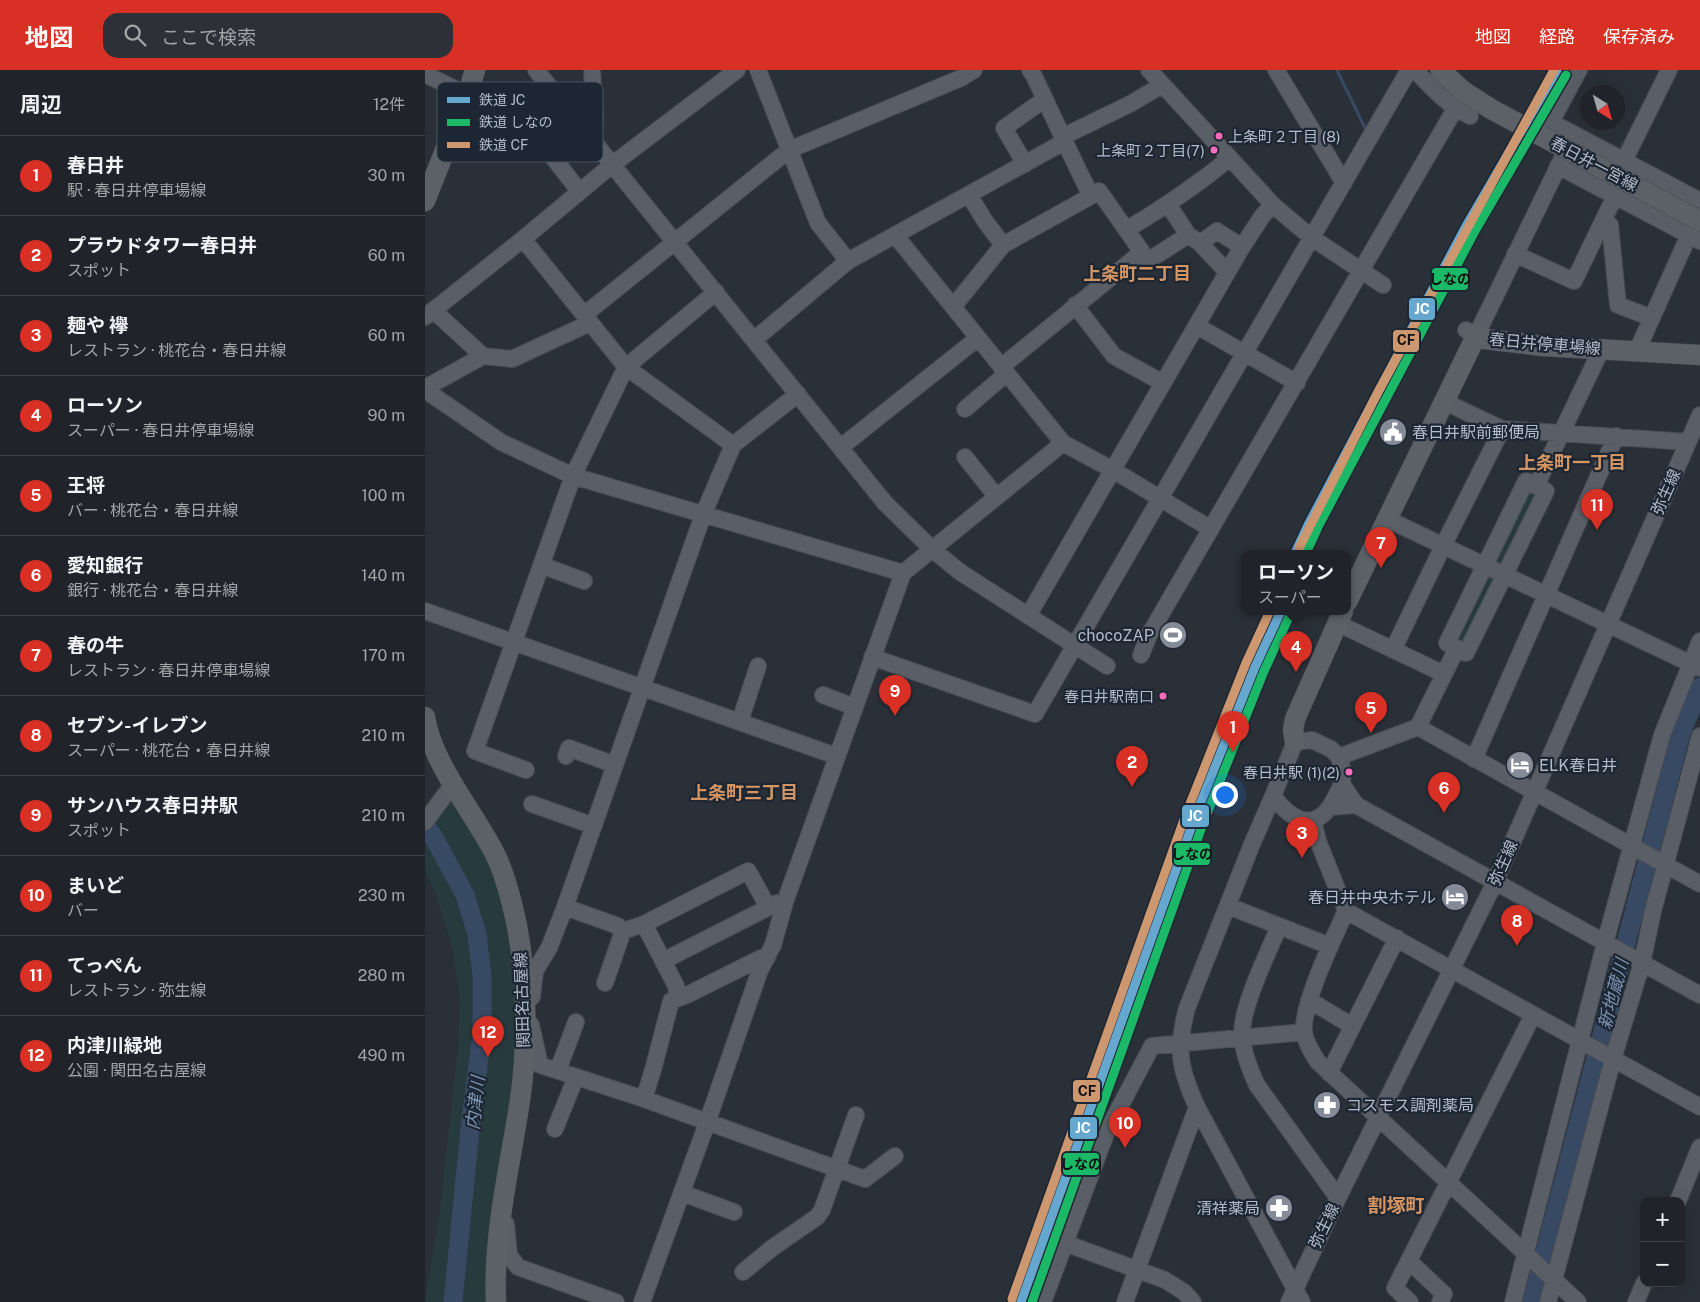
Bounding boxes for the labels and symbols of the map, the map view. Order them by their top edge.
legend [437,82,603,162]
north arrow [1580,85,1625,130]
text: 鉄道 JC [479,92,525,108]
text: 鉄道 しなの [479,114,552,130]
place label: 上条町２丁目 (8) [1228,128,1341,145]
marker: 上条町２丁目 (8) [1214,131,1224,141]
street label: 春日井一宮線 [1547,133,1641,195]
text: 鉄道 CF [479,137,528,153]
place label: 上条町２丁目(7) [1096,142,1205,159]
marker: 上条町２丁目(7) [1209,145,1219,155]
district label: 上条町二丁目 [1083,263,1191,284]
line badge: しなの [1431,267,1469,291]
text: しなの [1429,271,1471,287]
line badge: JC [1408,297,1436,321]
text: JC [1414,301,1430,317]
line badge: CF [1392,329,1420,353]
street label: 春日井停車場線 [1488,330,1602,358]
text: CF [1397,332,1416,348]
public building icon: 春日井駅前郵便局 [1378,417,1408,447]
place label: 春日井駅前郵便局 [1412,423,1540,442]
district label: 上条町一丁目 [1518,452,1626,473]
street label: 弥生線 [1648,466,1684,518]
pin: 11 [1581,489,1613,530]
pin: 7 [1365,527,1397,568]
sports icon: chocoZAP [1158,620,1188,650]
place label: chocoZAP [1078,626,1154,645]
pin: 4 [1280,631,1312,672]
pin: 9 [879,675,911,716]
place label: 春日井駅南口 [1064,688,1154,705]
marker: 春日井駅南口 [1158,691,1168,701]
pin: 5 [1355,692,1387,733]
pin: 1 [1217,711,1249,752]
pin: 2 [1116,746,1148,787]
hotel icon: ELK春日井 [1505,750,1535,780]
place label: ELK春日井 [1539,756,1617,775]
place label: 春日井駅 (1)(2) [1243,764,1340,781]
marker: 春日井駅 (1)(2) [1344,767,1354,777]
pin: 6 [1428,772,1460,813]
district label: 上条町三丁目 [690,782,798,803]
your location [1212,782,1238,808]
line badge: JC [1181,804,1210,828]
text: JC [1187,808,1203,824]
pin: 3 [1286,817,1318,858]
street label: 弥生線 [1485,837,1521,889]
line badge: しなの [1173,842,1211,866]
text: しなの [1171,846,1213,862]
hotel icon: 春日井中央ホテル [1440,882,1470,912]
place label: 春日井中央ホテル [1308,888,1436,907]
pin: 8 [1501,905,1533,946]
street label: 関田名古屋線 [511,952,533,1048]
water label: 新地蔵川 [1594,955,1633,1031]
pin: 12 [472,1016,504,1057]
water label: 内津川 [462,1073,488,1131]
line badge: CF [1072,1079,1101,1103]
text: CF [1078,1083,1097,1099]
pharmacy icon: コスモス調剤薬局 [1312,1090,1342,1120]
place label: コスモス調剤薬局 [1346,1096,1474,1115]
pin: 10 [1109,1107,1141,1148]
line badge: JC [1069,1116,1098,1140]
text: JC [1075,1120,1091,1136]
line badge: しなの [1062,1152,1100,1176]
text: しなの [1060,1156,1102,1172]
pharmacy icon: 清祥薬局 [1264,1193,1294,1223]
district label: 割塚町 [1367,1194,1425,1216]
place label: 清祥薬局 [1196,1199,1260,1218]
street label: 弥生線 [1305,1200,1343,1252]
• • • •
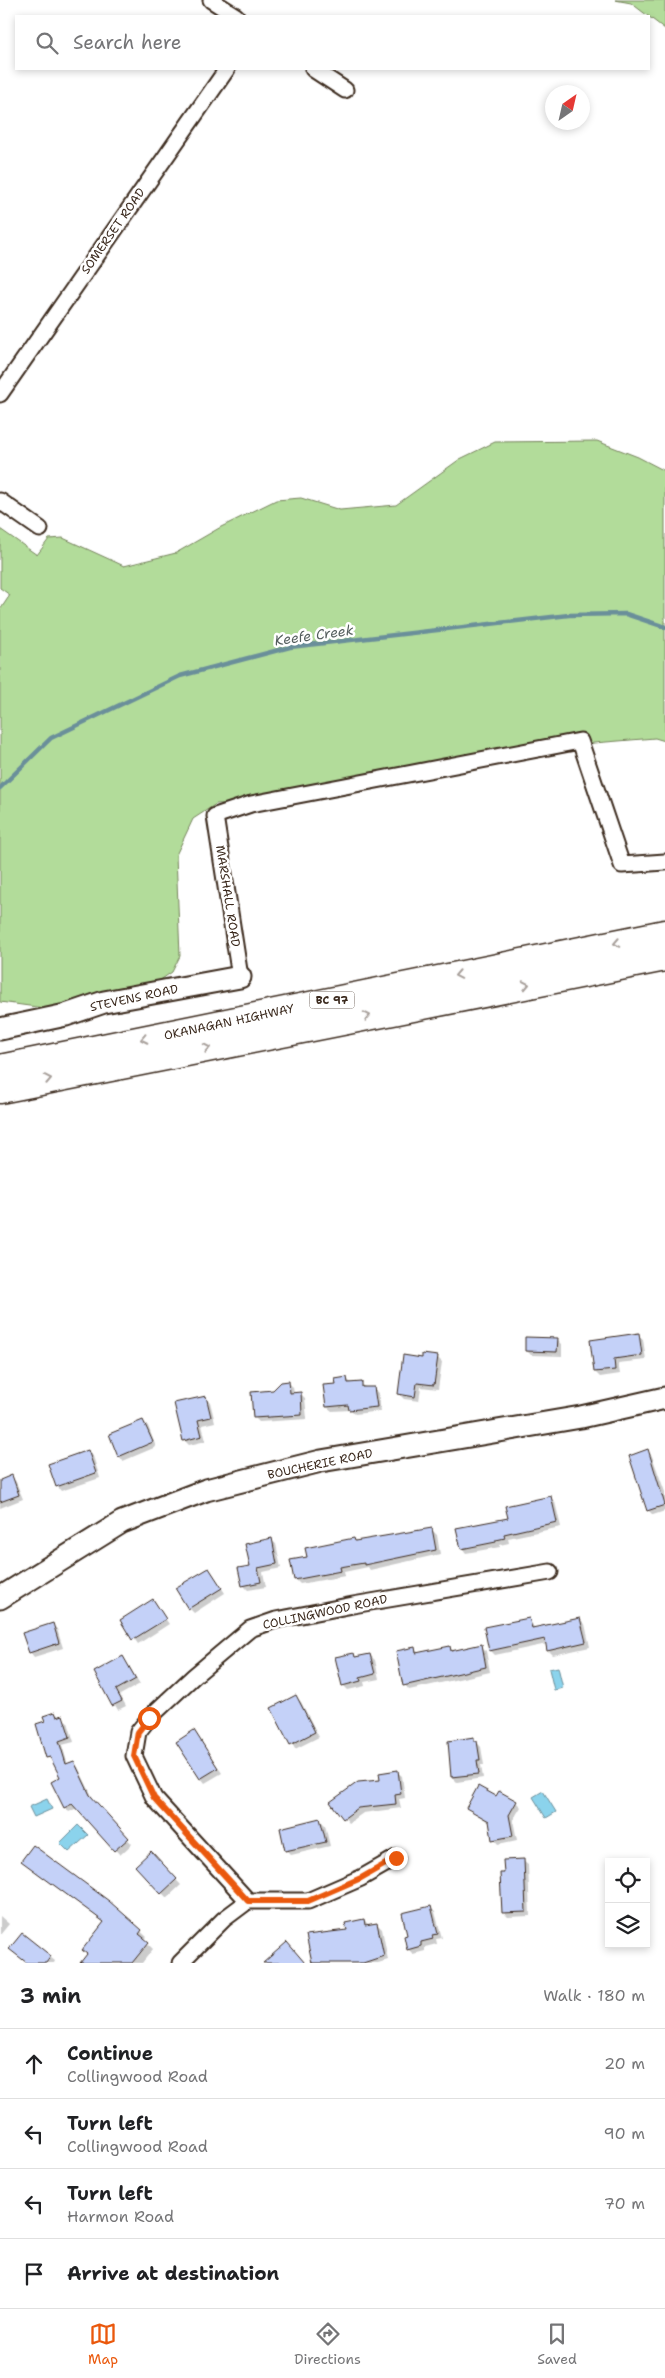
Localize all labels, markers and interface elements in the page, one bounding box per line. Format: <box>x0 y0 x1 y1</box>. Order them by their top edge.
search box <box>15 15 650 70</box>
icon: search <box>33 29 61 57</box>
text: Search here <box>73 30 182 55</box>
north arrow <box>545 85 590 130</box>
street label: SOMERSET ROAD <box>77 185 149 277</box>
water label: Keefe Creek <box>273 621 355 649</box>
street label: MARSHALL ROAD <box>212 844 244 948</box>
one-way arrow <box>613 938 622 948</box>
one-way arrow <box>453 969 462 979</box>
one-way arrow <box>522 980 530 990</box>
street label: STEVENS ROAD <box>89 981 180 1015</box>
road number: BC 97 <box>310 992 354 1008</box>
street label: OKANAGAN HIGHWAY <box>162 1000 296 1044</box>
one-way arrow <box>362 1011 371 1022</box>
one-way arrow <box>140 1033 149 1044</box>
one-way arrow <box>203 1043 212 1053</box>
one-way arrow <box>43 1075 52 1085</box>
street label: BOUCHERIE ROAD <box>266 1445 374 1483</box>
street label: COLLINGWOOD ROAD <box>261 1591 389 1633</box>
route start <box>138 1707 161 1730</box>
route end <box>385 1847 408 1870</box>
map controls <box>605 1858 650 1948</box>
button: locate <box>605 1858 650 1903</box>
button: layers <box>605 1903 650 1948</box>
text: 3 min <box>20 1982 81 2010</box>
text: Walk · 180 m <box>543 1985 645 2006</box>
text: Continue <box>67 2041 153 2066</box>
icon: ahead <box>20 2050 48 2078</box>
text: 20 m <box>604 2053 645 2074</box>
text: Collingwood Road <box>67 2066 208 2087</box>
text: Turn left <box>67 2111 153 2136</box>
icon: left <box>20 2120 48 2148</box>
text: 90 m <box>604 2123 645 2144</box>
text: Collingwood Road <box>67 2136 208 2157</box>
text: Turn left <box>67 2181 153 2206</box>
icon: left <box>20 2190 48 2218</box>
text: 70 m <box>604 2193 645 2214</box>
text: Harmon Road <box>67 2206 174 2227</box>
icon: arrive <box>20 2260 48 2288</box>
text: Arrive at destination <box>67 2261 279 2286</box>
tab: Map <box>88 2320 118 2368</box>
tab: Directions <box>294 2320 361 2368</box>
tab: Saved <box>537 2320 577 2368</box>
• • • •
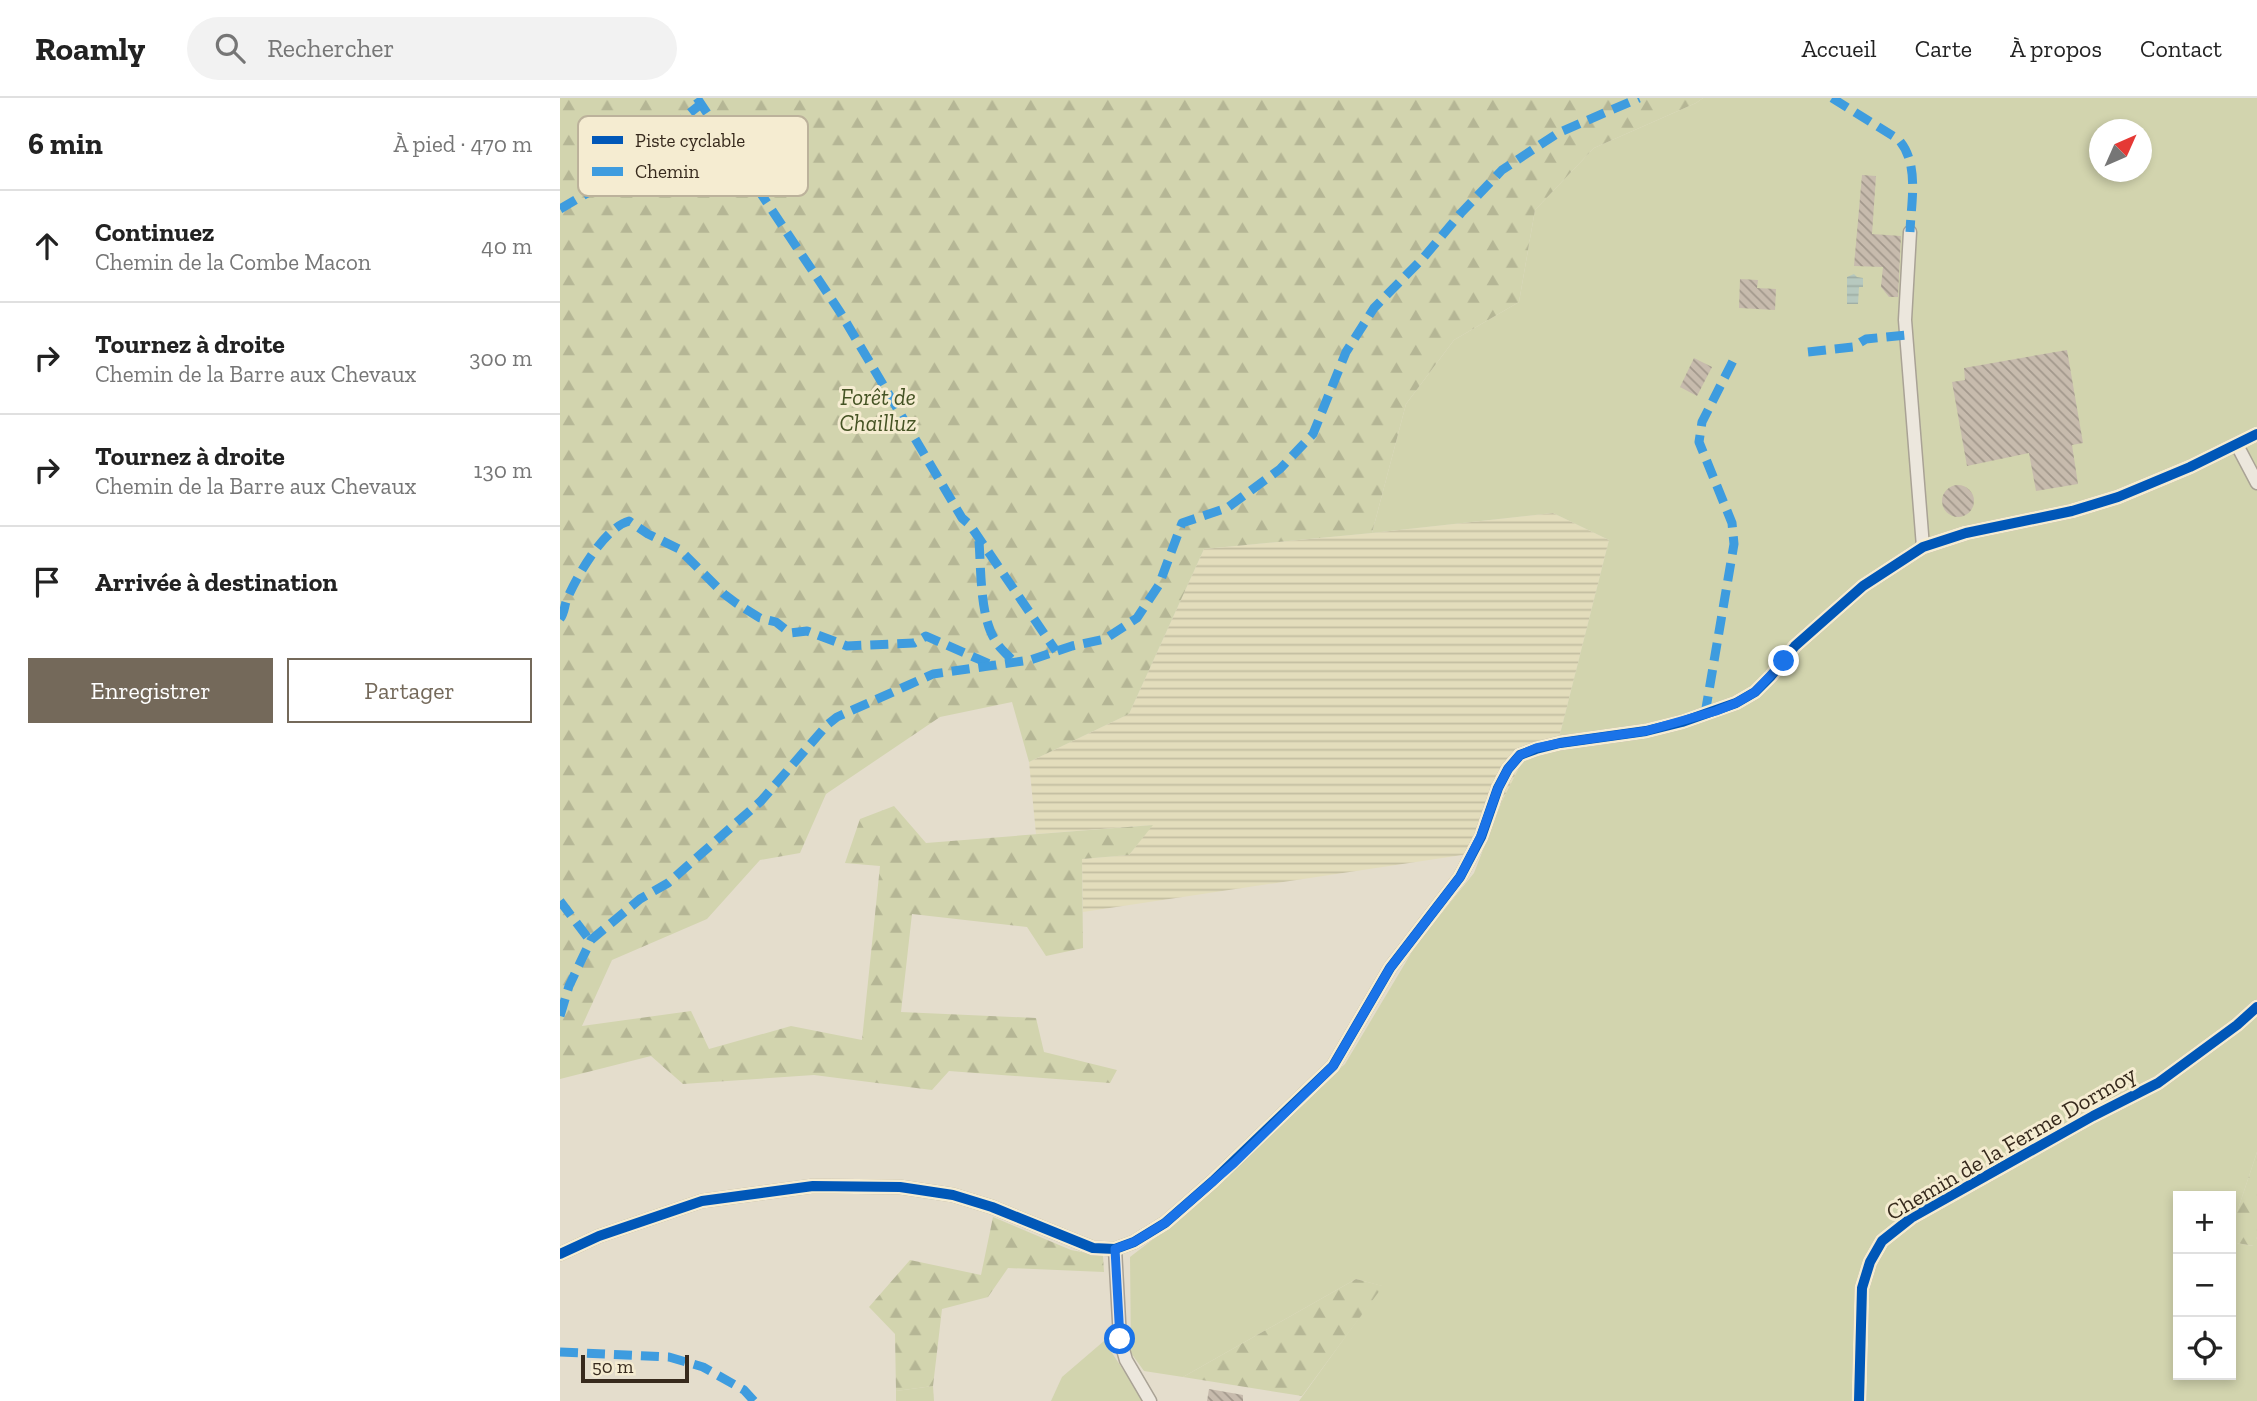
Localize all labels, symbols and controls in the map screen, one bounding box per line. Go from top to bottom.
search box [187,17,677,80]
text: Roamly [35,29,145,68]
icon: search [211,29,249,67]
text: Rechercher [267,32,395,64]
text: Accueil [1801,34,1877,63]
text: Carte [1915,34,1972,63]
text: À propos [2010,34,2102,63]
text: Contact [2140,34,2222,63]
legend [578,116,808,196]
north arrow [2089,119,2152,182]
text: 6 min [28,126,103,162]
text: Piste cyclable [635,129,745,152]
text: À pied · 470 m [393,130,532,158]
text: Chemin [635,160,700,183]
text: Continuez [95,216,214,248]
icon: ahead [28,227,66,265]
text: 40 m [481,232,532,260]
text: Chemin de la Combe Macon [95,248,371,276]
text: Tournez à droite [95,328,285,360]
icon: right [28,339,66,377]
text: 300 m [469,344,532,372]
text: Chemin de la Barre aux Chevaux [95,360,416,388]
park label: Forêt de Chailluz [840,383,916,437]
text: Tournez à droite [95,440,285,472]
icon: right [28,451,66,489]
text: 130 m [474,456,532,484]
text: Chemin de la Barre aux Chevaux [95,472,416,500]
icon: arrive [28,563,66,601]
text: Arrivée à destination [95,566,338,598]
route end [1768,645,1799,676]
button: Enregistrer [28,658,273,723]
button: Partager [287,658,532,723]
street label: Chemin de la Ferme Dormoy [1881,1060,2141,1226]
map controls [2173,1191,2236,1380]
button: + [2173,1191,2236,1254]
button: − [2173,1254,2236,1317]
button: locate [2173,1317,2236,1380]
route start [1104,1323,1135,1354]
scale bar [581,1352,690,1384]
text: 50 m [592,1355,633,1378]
• • • •
Look through the entries above and copy each line that has "Chevaux" in it.

__Solution to this task__:
text: Chemin de la Barre aux Chevaux [95,360,416,388]
text: Chemin de la Barre aux Chevaux [95,472,416,500]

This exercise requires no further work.